"Deflation won't happen here; at least not if ... (Fed) Chairman's Ben Bernanke's plan pans out. ... Until September, excess reserves hovered at or below about US $2 billion, but has ballooned to over $600 billion as of November 19, 2008. ... While Congress may be furious that banks are not lending, the Fed has an interest in keeping the long-term cost of borrowing low. ... In our assessment, the Fed will do anything to keep the cost of borrowing low. ... What happens if the Fed keeps the cost of borrowing artificially low, either directly or indirectly? ... Paradoxically, it's precisely government debt that investors are looking for because of all the uncertainty in the private sector. However, as the U.S. does not live in a vacuum, international flows of funds do need to be considered. ... After all, the massive stimuli under way should be highly inflationary; but if the Fed helps to engineeer that markets cannot price inflation into bond prices, there has to be a valve. This valve, in our view, will be the U.S. dollar; we cannot see the dollar hold up in the face of the types of intervention that are under way and the we see play out. ... However, the value that foreigners may place on the U.S. dollar may be substantially less the more inflationary the policies are that the U.S. is pursuing. ... In particular, it is irresponsible for the U.S. to pursue a policy that is destructive to the dollar while counting on Asian governments to prop it up. In the meantime, responsible savers in the U.S. have out their savings at risk due to the all the bailouts", my emphasis, Axel Merk (AM), 2 December 2008 at http://www.gold-eagle.com/editorials_08/merk120208pv.html.
Saturday, December 13, 2008
"The Fed will have to lead the charge, they say. They recommend that the central bank purchase or guarantee massive amounts of all sorts of credit instruments to unclog the markets and push interest rates down from their punishing levels. While the Fed has more than doubled its balance sheet in less than four months, with assets now totalling $2.2 trillion, much more may be needed. The central bank's holdings may have to swell to $6 trillion or more to stem the destruction of capital. ... 'Look, this is no time for the Fed to act like a bashful virgin,' says Vincent Reinhart, a key Fed operative during the Greenspan era in the powerful post of director of monetary affairs. "We're in a very dangerous period, and the Fed needs to be aggressively buying all sorts of paper, including toxic assets like collateralized debt obligations, non-agency mortgage-backeds and non-investment-grade corporate bonds in order to bring liquidity to the markets and raise security prices.' ... Nothwithstanding the jargon and stochastic equations, the paper's message was clear: The central bank must print money with abandon. ... As a practical matter, a further ramping up of Uncle Sam's asset buying is unlikely under the lame-duck Bush administration. Current Treasury Secretary Henry Paulson is a free-market fundamentalist and has resisted unleashing the government's full firepower. ... Reinhart, for one, contends that his former colleague Bernanke, now the Fed's chief, has been too 'deferential' to Paulson in failing to unleash the heavy artillery. ... It just might be time for Ben Bernanke to scramble the Fed bomber force and attack. Then, Helicopter Ben--a nickname he acquired for once suggesting that money be dropped from helicopters--could become B-52 Ben", my emphasis, Jonathan Lang (JL) at Barron's, 1 December 2008.

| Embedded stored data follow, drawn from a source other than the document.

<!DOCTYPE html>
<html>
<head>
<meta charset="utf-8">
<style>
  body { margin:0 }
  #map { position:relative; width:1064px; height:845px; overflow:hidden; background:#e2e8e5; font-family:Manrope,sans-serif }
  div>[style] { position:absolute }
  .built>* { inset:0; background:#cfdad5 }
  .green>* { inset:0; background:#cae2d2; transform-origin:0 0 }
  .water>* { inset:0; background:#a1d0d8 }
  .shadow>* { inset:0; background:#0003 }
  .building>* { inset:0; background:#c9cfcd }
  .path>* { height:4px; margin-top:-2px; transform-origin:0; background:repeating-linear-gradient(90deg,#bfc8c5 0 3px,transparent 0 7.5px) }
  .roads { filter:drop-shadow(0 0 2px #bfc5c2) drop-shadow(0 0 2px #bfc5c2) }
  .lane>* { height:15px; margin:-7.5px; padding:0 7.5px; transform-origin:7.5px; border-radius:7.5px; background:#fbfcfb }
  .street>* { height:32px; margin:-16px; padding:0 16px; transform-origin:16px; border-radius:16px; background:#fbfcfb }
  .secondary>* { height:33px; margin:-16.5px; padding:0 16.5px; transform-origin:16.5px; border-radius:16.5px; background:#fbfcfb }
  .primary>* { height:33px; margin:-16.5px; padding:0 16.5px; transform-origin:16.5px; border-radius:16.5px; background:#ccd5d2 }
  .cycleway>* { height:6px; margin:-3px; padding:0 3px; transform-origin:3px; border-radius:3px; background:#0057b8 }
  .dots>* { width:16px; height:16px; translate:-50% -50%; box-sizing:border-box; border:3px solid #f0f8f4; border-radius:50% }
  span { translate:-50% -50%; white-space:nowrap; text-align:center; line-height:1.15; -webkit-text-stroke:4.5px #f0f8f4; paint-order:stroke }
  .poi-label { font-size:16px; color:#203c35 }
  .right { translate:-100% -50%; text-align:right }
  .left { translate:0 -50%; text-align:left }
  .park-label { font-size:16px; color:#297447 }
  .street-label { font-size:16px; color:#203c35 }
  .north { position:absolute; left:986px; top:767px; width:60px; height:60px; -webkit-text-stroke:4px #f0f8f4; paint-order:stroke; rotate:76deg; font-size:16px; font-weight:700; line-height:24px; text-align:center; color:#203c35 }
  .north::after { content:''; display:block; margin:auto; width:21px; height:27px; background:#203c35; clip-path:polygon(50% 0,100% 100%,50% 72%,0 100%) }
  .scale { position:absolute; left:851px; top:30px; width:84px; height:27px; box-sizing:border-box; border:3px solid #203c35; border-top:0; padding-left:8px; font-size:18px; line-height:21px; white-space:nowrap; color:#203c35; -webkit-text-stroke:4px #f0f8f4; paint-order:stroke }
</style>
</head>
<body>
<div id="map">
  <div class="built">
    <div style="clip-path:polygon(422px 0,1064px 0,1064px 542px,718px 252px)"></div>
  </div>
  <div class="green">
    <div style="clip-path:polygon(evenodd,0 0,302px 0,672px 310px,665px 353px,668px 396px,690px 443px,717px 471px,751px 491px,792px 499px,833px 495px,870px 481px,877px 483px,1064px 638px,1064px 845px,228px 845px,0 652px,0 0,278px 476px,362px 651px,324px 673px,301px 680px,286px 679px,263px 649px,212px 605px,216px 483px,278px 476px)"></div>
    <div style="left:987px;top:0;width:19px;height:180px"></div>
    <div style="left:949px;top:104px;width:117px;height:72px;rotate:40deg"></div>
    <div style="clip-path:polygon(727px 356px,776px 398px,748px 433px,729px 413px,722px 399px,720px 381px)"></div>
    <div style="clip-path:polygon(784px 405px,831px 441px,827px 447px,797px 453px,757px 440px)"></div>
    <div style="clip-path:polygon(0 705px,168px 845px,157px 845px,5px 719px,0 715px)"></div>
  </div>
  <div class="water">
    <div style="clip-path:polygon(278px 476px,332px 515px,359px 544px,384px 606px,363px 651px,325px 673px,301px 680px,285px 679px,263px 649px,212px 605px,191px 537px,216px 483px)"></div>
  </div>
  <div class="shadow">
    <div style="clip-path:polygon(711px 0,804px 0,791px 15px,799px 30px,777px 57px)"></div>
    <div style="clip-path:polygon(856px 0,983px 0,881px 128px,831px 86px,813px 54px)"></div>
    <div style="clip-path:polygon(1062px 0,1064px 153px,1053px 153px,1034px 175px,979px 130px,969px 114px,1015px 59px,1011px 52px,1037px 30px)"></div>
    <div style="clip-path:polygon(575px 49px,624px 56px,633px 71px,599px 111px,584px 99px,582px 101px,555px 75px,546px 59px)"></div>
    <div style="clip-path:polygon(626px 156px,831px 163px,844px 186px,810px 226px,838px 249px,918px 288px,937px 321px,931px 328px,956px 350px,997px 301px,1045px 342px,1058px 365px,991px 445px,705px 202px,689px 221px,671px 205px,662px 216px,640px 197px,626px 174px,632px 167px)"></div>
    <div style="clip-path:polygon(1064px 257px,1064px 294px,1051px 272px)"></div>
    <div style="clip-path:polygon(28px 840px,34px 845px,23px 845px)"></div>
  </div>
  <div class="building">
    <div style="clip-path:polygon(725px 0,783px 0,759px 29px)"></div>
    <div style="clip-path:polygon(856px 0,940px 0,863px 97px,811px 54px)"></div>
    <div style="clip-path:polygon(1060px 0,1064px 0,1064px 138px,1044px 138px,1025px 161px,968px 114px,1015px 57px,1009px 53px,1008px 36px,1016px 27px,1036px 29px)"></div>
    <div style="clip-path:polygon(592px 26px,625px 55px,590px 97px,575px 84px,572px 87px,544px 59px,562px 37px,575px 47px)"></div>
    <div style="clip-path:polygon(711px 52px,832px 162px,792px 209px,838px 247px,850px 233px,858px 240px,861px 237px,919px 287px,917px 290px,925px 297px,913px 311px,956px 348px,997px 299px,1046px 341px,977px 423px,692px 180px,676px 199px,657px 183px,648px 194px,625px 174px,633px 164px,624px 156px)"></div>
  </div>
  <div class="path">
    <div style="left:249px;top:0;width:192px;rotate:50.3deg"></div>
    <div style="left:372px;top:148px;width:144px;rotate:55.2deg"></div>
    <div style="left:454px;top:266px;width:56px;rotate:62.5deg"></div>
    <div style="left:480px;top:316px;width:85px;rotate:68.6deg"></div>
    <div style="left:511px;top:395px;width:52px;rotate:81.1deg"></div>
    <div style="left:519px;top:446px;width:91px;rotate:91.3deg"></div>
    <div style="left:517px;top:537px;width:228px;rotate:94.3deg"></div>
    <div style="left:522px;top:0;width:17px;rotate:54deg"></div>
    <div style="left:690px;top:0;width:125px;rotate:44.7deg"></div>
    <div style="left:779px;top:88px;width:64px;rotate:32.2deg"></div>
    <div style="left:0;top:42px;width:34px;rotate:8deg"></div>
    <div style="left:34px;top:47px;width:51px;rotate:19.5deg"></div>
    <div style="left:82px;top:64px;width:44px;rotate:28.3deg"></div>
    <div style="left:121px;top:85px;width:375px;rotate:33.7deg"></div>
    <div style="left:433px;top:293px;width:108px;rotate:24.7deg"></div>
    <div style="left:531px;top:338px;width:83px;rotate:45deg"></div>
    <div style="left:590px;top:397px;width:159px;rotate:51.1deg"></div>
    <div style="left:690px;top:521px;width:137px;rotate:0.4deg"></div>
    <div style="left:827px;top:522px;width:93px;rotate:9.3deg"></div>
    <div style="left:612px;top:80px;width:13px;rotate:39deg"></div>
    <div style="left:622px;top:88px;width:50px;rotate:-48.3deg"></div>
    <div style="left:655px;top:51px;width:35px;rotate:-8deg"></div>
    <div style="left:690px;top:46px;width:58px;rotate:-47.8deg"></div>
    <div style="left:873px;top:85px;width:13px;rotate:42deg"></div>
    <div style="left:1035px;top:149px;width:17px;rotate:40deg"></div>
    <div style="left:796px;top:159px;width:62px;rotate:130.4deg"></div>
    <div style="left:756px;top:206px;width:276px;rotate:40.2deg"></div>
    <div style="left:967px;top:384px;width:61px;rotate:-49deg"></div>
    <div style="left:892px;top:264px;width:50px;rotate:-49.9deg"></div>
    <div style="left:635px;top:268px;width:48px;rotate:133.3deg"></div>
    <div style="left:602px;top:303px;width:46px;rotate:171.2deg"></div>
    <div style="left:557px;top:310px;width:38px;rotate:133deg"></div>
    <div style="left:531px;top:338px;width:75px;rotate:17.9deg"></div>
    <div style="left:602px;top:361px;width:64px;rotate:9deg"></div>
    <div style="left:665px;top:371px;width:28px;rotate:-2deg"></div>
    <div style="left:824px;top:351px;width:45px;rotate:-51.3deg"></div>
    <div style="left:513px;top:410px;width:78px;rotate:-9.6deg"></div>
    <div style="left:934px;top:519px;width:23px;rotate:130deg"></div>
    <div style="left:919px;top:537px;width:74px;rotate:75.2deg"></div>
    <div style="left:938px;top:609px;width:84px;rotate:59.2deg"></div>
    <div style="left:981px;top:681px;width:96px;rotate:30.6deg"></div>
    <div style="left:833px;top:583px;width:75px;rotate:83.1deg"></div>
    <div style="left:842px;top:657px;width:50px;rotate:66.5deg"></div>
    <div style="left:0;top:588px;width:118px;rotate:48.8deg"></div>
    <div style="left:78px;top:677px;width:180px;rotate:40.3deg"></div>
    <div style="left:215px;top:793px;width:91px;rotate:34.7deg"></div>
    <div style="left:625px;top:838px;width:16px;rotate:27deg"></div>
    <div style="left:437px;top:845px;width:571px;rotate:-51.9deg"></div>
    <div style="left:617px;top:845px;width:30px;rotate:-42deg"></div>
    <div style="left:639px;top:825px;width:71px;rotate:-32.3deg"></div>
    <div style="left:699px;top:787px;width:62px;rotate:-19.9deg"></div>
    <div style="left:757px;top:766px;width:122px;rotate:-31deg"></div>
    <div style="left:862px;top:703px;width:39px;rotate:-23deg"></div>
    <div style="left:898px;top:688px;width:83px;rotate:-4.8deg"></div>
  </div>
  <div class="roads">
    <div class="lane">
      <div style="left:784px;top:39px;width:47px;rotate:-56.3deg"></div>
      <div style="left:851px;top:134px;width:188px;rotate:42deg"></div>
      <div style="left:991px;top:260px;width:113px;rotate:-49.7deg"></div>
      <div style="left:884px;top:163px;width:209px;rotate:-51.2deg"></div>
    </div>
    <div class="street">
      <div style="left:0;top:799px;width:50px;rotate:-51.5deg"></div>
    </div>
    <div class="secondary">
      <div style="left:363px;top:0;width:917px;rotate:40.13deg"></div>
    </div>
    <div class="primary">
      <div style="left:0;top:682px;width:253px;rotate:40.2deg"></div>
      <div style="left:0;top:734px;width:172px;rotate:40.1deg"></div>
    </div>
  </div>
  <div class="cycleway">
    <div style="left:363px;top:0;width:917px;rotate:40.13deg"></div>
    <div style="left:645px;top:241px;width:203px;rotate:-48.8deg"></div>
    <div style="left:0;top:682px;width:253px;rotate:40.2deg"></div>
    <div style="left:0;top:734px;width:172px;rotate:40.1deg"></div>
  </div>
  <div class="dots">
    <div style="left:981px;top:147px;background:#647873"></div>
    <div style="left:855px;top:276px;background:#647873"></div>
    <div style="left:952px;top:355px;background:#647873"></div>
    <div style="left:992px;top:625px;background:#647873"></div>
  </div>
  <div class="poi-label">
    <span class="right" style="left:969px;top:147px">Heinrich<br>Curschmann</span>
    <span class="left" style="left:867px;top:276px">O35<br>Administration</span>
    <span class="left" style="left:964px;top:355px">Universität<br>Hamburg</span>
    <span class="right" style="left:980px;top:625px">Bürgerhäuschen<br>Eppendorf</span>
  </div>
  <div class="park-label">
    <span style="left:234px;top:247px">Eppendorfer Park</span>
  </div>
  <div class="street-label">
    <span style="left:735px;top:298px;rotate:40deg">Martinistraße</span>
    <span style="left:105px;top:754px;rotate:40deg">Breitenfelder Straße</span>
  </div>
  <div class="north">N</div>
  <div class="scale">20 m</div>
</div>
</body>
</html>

JL believes printing money can prevent the "destruction of capital". How? JL is an alchemist. The Fed "Must print money with abandon"? What has it done for months? "Paulson is a free-market fundamentalist"? Huh? I call him Zimbabwe Ben (ZB) now, what's this B-52 Ben business? JL is lost.
AM's piece is important. Probably more important than AM realizes. On 26 July 1941, FDR, capitalism's savior, issued Executive Order 8832. I bet 99.99% of Americans never heard of it. EO 8832 "froze" all Japanese assets in the US, about $5 billion, or say $130 billion today. This act was probably more responsible for 7 December 1941 than any other. FDR goaded Japan into attacking Pearl Harbor, make no mistake. The US intercepted the Japanese "war message" on 26 November 1941, precisely four months later! Coincidence, we don't think so. Why raise this now? Because ZB's monetary policy could be today's EO 8832 with respect to China as the value of China's foreign exchange reserves are depleted by ZB's actions! Is ZB a warmonger? Yes, despite his getting 1590 on the SATs, I consider ZB a dangerous, irresponsible ignoramus. But ZB went to Harvard. So? But ZB was a Princeton professor. So? Book suggestion: a must read for monetary history students, The Warmongers, Howard Katz, 1979. Katz connects paper money and war. Another paradoxical result of current Fed policies: a wild bull market is coming! Why? As desperate American "sell" dollars for something, stocks will rise.